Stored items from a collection

■ ■ ■

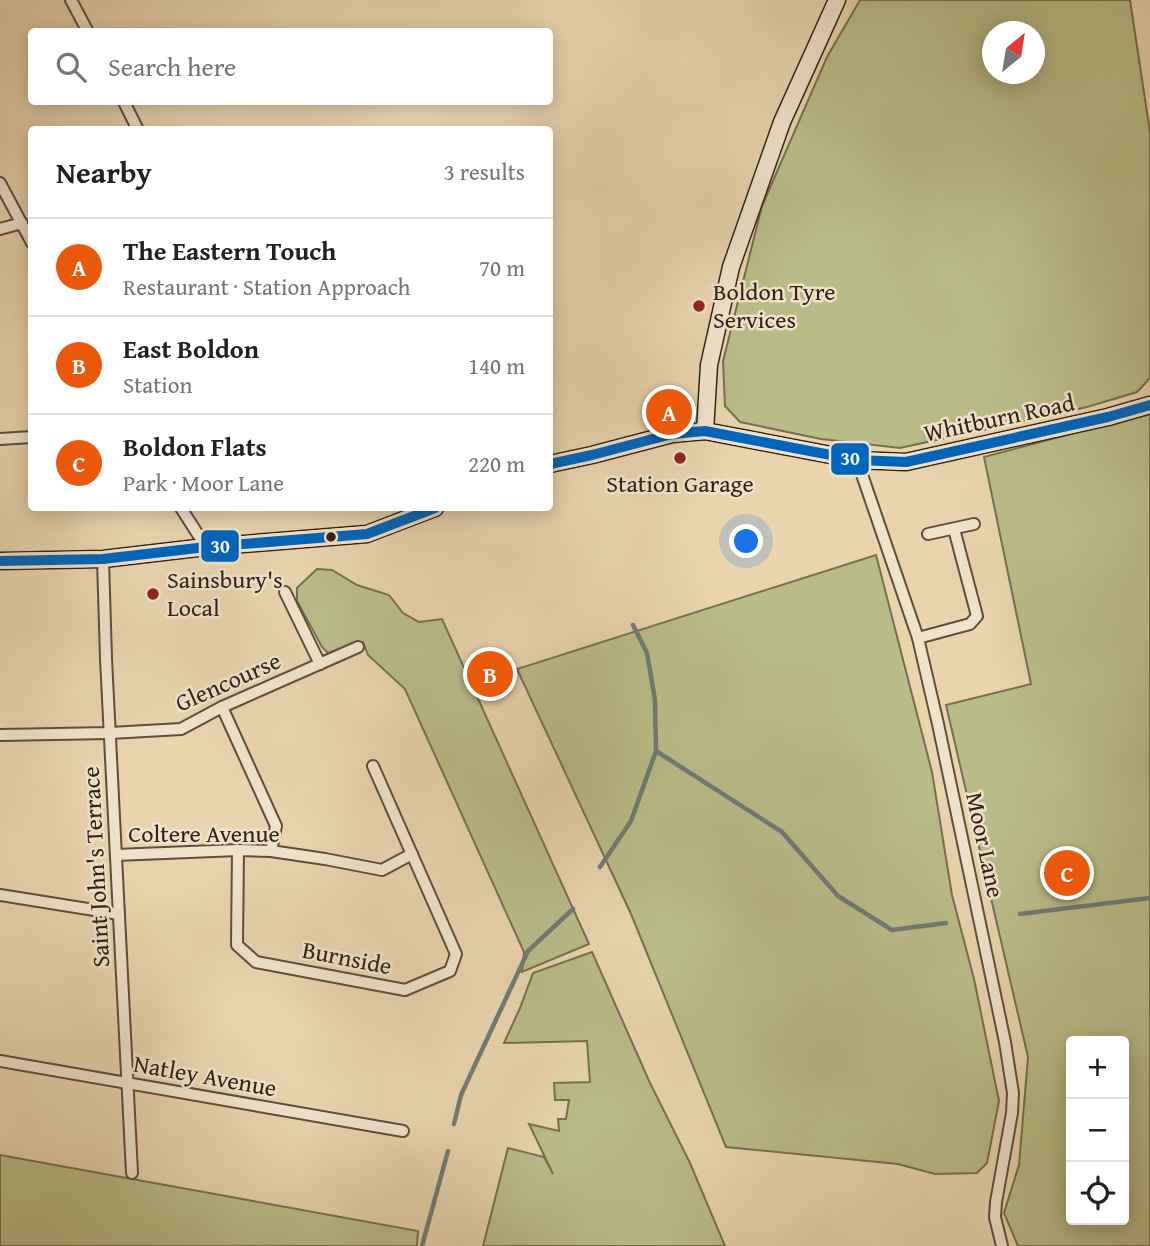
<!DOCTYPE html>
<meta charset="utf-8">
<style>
:root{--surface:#fff;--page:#f6f6f6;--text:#202124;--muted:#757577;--line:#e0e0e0;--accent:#ea580c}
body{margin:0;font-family:"Gentium Book Plus",serif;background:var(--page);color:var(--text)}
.controls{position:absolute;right:21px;bottom:21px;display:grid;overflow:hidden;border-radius:7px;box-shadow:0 4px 18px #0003}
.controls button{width:63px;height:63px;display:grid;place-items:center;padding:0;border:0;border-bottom:2px solid var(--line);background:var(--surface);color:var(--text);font:35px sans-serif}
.compass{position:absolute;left:982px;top:21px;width:63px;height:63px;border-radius:50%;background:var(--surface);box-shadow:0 4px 18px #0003;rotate:30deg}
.you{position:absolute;left:747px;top:542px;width:24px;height:24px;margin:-18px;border:5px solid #fff;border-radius:50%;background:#1a73e8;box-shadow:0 0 0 10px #1a73e833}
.badge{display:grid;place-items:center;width:46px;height:46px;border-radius:50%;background:var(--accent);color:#fff;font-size:23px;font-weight:700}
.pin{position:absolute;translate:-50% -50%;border:4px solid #fff;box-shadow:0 2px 7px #0006}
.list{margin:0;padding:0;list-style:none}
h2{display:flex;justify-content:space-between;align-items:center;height:91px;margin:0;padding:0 28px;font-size:30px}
h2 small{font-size:23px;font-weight:400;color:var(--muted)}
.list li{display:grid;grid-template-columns:46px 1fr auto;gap:21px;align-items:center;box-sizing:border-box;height:98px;padding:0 28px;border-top:2px solid var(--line)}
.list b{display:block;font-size:26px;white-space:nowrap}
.list p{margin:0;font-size:23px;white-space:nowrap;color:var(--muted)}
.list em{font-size:23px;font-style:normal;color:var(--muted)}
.icon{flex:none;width:38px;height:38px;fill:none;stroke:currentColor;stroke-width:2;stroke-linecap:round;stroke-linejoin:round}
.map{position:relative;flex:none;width:1150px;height:1246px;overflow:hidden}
.search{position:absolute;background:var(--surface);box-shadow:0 4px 18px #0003;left:28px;top:28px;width:525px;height:77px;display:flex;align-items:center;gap:18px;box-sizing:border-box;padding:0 24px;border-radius:7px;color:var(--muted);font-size:26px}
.panel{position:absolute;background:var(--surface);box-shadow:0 4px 18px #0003;left:28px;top:126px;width:525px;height:385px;border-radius:7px}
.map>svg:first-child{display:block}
</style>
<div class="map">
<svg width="1150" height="1246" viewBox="0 0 1150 1246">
<rect width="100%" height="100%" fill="#e9d4ae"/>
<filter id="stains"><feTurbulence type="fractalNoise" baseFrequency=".00286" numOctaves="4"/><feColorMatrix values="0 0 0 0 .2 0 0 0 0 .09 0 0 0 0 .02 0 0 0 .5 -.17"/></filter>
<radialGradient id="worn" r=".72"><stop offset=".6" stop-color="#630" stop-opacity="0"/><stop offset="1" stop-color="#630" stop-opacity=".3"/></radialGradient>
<g fill="#babc88" stroke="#766f4e" stroke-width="2" fill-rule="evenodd">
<path d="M860 0H1130L1150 132V378L1137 392 1087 407 900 448 821 439 740 422 725 406 723 361 762 206 827 57ZM992 32H1034V74H992Z"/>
<path d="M1150 413V1246H1018L1004 1213 1019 1165 1028 1057 946 705 1031 684 984 457ZM1071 1041H1124V1220H1071Z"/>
<path d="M876 555 932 772 952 895 974 979 999 1101 987 1163 977 1173 935 1174 898 1164 726 1147 631 914 517 669Z"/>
<path d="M317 569 332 570 357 585 389 595 403 613 419 622 442 619 589 944 522 972 524 952 405 689 368 655 363 642 328 653 322 647 297 601V588Z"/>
<path d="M592 952 650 1083 690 1163 725 1246H483L508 1148 544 1157 553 1174 529 1124 559 1131 558 1119H566L569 1100H555L554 1083 590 1082 587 1041 504 1043 520 1008 533 973Z"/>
<path d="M0 1155 418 1231 417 1246H0Z"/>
</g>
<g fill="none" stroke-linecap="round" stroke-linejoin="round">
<g stroke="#707b74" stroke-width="4.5">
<path d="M656 751 782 832 838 896 892 930 946 923"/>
<path d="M600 867 631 821 656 751 655 700 647 653 633 625"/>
<path d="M1020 914 1150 898"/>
<path d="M454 1124 461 1095 528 951 573 909"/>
<path d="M422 1246 448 1151"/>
</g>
<g stroke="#604e3b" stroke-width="14">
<g id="street">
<path d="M71 0 88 32"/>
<path d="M124 102 138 130"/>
<path d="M0 183 32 243"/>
<path d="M0 229 22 223"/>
<path d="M0 439 32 437"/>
<path d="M857 460 918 638 938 724 1005 1042 1013 1093 1012 1113 996 1202 995 1217 1002 1246"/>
<path d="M181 508 206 547"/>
<path d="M928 534 974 524"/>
<path d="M103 559 106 659 132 1173"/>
<path d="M285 592 320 664"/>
<path d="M918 638 970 624 977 616 954 529"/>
<path d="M222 707 276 826 271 851"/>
<path d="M0 735 110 733 181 729 222 707 358 647"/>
<path d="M238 850 237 945 256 962 405 990 450 971 456 954 373 766"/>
<path d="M116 855 238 850 271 851 325 859 382 870 412 854"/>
<path d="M0 895 119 914"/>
<path d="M0 1061 403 1131"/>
</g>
</g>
<g stroke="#322215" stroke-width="19">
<g id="secondary">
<path d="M705 431 709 365 731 267 782 122 837 0"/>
<path d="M550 464 592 455 672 434 705 431 857 460 906 462 1108 417 1150 405"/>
<path d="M0 561 103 559 206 547 367 534 435 508"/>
</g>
</g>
<use href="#street" stroke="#f1e3ca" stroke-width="10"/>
<use href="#secondary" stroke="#f1e3ca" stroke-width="16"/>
<g stroke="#f1e3ca" stroke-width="16">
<g id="bus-1">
<path d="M550 464 592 455 672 434 705 431 857 460 906 462 1108 417 1150 405"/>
<path d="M0 561 103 559 206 547 367 534 435 508"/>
</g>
</g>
<use href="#bus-1" stroke="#0065bd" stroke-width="10"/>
</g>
<g fill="#8f2418" stroke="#f1e3ca" stroke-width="2.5">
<circle cx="699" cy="306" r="7"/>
<circle cx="680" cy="458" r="7"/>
<circle cx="153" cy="594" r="7"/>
</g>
<circle fill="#322215" stroke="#f1e3ca" stroke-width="2.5" cx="331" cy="537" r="6"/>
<g text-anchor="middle" stroke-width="5" stroke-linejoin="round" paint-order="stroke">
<g font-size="24" fill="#322215" stroke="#f1e3ca" text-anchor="start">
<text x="713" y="300">Boldon Tyre<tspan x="713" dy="28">Services</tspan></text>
<text x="680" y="492" text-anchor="middle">Station Garage</text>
<text x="167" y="588">Sainsbury's<tspan x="167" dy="28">Local</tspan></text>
</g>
<g font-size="24" fill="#322215" stroke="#f1e3ca">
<text transform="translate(999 418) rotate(-12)" y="8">Whitburn Road</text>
<text transform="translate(228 682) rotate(-24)" y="8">Glencourse</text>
<text x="204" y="842">Coltere Avenue</text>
<text transform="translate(985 845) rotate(78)" y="8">Moor Lane</text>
<text transform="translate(96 867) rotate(-93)" y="8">Saint John's Terrace</text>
<text transform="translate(347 958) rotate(11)" y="8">Burnside</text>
<text transform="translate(205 1076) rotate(10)" y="8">Natley Avenue</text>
</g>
</g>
<g stroke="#f1e3ca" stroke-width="2.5">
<rect x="830" y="442" width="40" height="34" rx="7" fill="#0065bd"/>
<rect x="200" y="529" width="40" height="34" rx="7" fill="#0065bd"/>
</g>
<g font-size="19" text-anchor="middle" font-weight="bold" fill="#fff">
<text x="850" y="465">30</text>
<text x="220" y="553">30</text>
</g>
<rect width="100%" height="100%" filter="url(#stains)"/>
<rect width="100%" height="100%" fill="url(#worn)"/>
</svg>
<div class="controls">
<button>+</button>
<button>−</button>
<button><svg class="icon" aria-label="locate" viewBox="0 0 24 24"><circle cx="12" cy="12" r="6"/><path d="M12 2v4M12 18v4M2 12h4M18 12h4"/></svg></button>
</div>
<svg class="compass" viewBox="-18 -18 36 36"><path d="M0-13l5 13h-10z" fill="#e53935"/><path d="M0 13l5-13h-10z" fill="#757577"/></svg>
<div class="you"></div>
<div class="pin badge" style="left:669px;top:412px">A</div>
<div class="pin badge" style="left:490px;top:674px">B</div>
<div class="pin badge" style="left:1067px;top:873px">C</div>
<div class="search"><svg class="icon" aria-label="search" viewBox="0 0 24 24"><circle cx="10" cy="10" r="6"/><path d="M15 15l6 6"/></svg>Search here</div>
<section class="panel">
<h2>Nearby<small>3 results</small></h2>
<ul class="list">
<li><span class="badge">A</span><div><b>The Eastern Touch</b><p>Restaurant · Station Approach</p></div><em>70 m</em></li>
<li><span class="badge">B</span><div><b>East Boldon</b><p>Station</p></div><em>140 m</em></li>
<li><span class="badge">C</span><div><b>Boldon Flats</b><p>Park · Moor Lane</p></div><em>220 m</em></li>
</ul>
</section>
</div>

■ ■ ■

**Task**
Working down from the line that contains "<button>+</button>", retype each line exactly through the last line of the data, and give nothing else.

**Task solution**
<button>+</button>
<button>−</button>
<button><svg class="icon" aria-label="locate" viewBox="0 0 24 24"><circle cx="12" cy="12" r="6"/><path d="M12 2v4M12 18v4M2 12h4M18 12h4"/></svg></button>
</div>
<svg class="compass" viewBox="-18 -18 36 36"><path d="M0-13l5 13h-10z" fill="#e53935"/><path d="M0 13l5-13h-10z" fill="#757577"/></svg>
<div class="you"></div>
<div class="pin badge" style="left:669px;top:412px">A</div>
<div class="pin badge" style="left:490px;top:674px">B</div>
<div class="pin badge" style="left:1067px;top:873px">C</div>
<div class="search"><svg class="icon" aria-label="search" viewBox="0 0 24 24"><circle cx="10" cy="10" r="6"/><path d="M15 15l6 6"/></svg>Search here</div>
<section class="panel">
<h2>Nearby<small>3 results</small></h2>
<ul class="list">
<li><span class="badge">A</span><div><b>The Eastern Touch</b><p>Restaurant · Station Approach</p></div><em>70 m</em></li>
<li><span class="badge">B</span><div><b>East Boldon</b><p>Station</p></div><em>140 m</em></li>
<li><span class="badge">C</span><div><b>Boldon Flats</b><p>Park · Moor Lane</p></div><em>220 m</em></li>
</ul>
</section>
</div>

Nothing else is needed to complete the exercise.